## WORK TASK
Transcribe only part of the material below: the lines from the one containing "position:relative; width:1442px; height:2212px;" through the one containing "width:33px; height:33px; translate:-50%", inclusive, exactly as written.

## EXERCISE INPUTS
______

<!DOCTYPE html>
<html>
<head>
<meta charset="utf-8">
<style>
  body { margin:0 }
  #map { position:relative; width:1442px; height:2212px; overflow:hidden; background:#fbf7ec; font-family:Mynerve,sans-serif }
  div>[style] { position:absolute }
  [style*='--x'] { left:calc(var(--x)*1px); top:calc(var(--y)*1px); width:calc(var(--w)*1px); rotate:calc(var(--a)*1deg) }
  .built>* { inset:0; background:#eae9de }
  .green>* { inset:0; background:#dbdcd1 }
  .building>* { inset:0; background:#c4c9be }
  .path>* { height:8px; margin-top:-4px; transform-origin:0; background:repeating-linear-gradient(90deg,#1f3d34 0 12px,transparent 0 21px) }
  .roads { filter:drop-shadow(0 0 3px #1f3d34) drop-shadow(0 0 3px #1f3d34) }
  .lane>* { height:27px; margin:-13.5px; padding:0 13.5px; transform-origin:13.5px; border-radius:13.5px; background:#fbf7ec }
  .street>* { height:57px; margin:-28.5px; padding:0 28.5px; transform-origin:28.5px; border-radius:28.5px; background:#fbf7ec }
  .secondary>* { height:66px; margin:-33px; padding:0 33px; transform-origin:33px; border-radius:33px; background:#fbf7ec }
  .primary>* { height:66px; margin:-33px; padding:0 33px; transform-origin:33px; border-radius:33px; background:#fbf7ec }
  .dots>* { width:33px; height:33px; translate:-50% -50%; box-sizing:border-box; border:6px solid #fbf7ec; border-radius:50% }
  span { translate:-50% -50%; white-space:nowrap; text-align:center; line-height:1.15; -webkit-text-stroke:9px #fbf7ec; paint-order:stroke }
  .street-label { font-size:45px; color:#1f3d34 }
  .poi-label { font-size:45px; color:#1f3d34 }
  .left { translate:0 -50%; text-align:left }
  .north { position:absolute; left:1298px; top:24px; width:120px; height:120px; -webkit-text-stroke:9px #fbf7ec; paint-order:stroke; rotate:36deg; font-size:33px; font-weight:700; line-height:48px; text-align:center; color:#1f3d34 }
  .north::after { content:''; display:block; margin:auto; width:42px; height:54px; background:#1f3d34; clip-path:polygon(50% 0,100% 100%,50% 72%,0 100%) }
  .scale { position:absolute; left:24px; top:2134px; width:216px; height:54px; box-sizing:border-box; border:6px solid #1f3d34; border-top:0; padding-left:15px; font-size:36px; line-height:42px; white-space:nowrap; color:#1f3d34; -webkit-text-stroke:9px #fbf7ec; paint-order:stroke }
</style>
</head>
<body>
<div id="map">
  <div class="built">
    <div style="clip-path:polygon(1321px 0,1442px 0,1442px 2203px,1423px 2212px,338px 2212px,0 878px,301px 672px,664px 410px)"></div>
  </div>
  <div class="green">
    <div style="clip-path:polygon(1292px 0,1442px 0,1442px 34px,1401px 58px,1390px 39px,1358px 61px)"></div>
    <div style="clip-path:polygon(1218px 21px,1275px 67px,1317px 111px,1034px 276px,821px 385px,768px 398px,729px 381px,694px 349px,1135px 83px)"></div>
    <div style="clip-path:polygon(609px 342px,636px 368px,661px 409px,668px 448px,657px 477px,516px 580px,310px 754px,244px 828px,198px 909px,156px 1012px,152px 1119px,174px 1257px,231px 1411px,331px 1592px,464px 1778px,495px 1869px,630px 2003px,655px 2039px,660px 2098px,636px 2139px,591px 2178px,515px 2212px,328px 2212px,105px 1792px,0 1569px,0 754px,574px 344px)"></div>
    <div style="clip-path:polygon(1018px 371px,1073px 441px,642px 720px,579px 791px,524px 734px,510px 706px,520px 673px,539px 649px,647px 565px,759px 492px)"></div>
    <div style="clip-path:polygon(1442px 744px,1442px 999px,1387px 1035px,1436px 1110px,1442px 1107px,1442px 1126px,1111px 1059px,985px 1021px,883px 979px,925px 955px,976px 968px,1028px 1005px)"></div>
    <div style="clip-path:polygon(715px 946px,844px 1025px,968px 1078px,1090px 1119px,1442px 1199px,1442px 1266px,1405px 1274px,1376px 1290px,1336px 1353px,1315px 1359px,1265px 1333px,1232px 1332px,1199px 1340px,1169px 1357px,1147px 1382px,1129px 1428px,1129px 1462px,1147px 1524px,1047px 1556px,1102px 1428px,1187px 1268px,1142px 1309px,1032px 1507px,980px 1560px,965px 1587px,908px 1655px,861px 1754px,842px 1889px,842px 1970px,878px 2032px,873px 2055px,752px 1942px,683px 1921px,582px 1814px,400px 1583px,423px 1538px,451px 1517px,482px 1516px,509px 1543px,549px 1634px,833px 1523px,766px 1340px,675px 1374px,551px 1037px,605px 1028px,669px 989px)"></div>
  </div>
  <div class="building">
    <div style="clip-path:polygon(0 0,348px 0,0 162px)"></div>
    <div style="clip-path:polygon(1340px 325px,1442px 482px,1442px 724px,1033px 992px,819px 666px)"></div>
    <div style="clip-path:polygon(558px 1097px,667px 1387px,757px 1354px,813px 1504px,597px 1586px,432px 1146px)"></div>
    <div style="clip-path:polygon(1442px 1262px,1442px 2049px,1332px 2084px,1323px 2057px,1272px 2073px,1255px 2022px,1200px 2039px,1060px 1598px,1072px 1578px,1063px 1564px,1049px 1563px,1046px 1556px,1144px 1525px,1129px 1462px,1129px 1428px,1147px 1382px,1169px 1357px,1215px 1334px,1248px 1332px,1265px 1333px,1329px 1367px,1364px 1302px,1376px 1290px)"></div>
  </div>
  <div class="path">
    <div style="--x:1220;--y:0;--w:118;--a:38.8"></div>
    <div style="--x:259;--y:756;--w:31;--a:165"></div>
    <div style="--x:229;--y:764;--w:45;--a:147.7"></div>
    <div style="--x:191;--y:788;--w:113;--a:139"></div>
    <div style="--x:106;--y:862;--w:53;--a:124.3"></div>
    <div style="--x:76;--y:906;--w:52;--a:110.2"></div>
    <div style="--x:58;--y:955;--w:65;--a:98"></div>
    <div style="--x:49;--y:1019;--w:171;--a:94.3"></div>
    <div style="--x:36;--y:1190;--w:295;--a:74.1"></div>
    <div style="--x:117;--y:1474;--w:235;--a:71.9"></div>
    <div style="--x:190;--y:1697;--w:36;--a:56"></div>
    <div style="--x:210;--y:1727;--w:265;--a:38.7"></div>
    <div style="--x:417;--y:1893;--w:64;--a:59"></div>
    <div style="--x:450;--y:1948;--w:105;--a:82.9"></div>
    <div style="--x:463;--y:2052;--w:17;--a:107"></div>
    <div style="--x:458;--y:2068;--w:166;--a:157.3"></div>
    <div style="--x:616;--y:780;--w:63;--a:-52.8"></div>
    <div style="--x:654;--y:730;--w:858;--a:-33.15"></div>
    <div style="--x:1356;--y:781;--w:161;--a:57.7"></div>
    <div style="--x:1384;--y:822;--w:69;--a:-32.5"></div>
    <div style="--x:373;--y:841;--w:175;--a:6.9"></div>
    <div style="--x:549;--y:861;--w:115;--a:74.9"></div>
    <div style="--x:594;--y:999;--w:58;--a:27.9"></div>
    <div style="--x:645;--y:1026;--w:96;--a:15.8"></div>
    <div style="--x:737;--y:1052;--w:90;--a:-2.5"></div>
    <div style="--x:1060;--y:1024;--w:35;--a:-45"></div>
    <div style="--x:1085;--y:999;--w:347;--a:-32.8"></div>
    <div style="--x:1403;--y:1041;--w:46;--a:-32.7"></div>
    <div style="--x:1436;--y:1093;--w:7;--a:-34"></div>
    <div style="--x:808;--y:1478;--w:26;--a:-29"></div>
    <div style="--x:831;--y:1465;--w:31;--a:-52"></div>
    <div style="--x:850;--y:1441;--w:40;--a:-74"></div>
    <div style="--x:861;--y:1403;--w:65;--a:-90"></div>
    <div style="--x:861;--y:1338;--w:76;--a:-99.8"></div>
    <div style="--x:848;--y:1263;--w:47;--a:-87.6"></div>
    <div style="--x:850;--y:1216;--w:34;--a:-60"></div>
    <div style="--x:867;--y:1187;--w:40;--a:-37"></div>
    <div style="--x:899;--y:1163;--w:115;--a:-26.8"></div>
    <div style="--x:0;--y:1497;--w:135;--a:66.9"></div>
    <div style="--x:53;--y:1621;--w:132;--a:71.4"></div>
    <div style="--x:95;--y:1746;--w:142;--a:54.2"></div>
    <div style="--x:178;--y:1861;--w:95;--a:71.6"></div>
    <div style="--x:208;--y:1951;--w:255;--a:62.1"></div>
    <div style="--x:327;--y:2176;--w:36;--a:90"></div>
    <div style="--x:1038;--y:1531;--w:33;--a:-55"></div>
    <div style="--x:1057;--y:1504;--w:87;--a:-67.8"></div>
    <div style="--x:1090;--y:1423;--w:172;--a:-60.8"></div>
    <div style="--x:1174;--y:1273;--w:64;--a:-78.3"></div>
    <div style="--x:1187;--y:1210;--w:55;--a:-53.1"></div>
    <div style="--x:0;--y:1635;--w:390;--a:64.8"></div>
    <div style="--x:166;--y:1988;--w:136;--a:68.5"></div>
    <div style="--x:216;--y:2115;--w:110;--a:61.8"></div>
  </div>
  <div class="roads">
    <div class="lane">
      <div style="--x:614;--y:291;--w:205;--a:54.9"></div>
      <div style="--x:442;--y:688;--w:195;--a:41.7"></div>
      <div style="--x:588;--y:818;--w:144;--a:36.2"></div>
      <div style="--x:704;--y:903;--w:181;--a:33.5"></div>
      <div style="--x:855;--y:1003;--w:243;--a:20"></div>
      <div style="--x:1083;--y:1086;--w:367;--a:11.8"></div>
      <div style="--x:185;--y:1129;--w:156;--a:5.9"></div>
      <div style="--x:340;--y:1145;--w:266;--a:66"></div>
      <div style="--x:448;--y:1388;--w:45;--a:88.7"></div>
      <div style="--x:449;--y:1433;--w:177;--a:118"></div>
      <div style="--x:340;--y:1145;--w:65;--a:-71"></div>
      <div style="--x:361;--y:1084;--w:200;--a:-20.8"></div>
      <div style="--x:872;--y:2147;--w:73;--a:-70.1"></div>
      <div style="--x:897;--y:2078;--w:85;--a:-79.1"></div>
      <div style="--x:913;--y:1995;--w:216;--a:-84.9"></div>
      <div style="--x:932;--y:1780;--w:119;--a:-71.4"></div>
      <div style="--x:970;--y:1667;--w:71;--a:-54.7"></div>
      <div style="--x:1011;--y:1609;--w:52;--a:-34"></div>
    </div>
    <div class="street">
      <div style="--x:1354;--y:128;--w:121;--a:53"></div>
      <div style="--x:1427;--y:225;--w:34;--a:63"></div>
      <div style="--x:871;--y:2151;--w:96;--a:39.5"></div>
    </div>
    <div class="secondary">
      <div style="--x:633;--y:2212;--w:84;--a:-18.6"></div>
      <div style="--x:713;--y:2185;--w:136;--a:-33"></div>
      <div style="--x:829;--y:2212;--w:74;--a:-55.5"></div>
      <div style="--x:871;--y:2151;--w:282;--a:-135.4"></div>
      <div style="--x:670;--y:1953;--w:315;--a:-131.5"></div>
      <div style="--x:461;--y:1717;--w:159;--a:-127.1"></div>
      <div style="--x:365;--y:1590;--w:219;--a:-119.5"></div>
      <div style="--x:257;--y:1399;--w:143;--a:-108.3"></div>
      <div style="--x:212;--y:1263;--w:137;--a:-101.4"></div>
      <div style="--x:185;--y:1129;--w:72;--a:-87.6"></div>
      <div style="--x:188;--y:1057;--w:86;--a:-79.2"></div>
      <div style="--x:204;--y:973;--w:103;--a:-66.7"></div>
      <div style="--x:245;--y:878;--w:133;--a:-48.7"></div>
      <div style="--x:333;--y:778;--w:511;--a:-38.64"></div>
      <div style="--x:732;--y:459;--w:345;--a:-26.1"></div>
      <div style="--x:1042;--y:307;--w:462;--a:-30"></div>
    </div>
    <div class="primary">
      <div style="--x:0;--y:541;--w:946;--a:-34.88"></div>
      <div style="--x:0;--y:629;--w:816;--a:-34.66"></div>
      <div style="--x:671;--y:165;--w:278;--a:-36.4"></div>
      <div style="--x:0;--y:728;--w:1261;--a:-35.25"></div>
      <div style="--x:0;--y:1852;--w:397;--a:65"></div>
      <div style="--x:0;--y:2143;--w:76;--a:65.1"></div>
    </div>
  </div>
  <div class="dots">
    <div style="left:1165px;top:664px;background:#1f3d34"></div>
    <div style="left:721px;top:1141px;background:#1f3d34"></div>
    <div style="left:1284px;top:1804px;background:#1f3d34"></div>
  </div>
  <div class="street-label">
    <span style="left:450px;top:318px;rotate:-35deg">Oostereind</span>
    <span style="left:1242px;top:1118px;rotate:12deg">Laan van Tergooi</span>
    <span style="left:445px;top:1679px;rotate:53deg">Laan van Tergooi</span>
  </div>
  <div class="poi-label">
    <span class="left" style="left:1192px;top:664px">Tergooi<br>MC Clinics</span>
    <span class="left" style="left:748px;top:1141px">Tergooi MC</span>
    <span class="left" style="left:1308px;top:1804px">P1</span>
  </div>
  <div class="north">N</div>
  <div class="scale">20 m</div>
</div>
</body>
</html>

______

## PROBLEM SOLUTION
  #map { position:relative; width:1442px; height:2212px; overflow:hidden; background:#fbf7ec; font-family:Mynerve,sans-serif }
  div>[style] { position:absolute }
  [style*='--x'] { left:calc(var(--x)*1px); top:calc(var(--y)*1px); width:calc(var(--w)*1px); rotate:calc(var(--a)*1deg) }
  .built>* { inset:0; background:#eae9de }
  .green>* { inset:0; background:#dbdcd1 }
  .building>* { inset:0; background:#c4c9be }
  .path>* { height:8px; margin-top:-4px; transform-origin:0; background:repeating-linear-gradient(90deg,#1f3d34 0 12px,transparent 0 21px) }
  .roads { filter:drop-shadow(0 0 3px #1f3d34) drop-shadow(0 0 3px #1f3d34) }
  .lane>* { height:27px; margin:-13.5px; padding:0 13.5px; transform-origin:13.5px; border-radius:13.5px; background:#fbf7ec }
  .street>* { height:57px; margin:-28.5px; padding:0 28.5px; transform-origin:28.5px; border-radius:28.5px; background:#fbf7ec }
  .secondary>* { height:66px; margin:-33px; padding:0 33px; transform-origin:33px; border-radius:33px; background:#fbf7ec }
  .primary>* { height:66px; margin:-33px; padding:0 33px; transform-origin:33px; border-radius:33px; background:#fbf7ec }
  .dots>* { width:33px; height:33px; translate:-50% -50%; box-sizing:border-box; border:6px solid #fbf7ec; border-radius:50% }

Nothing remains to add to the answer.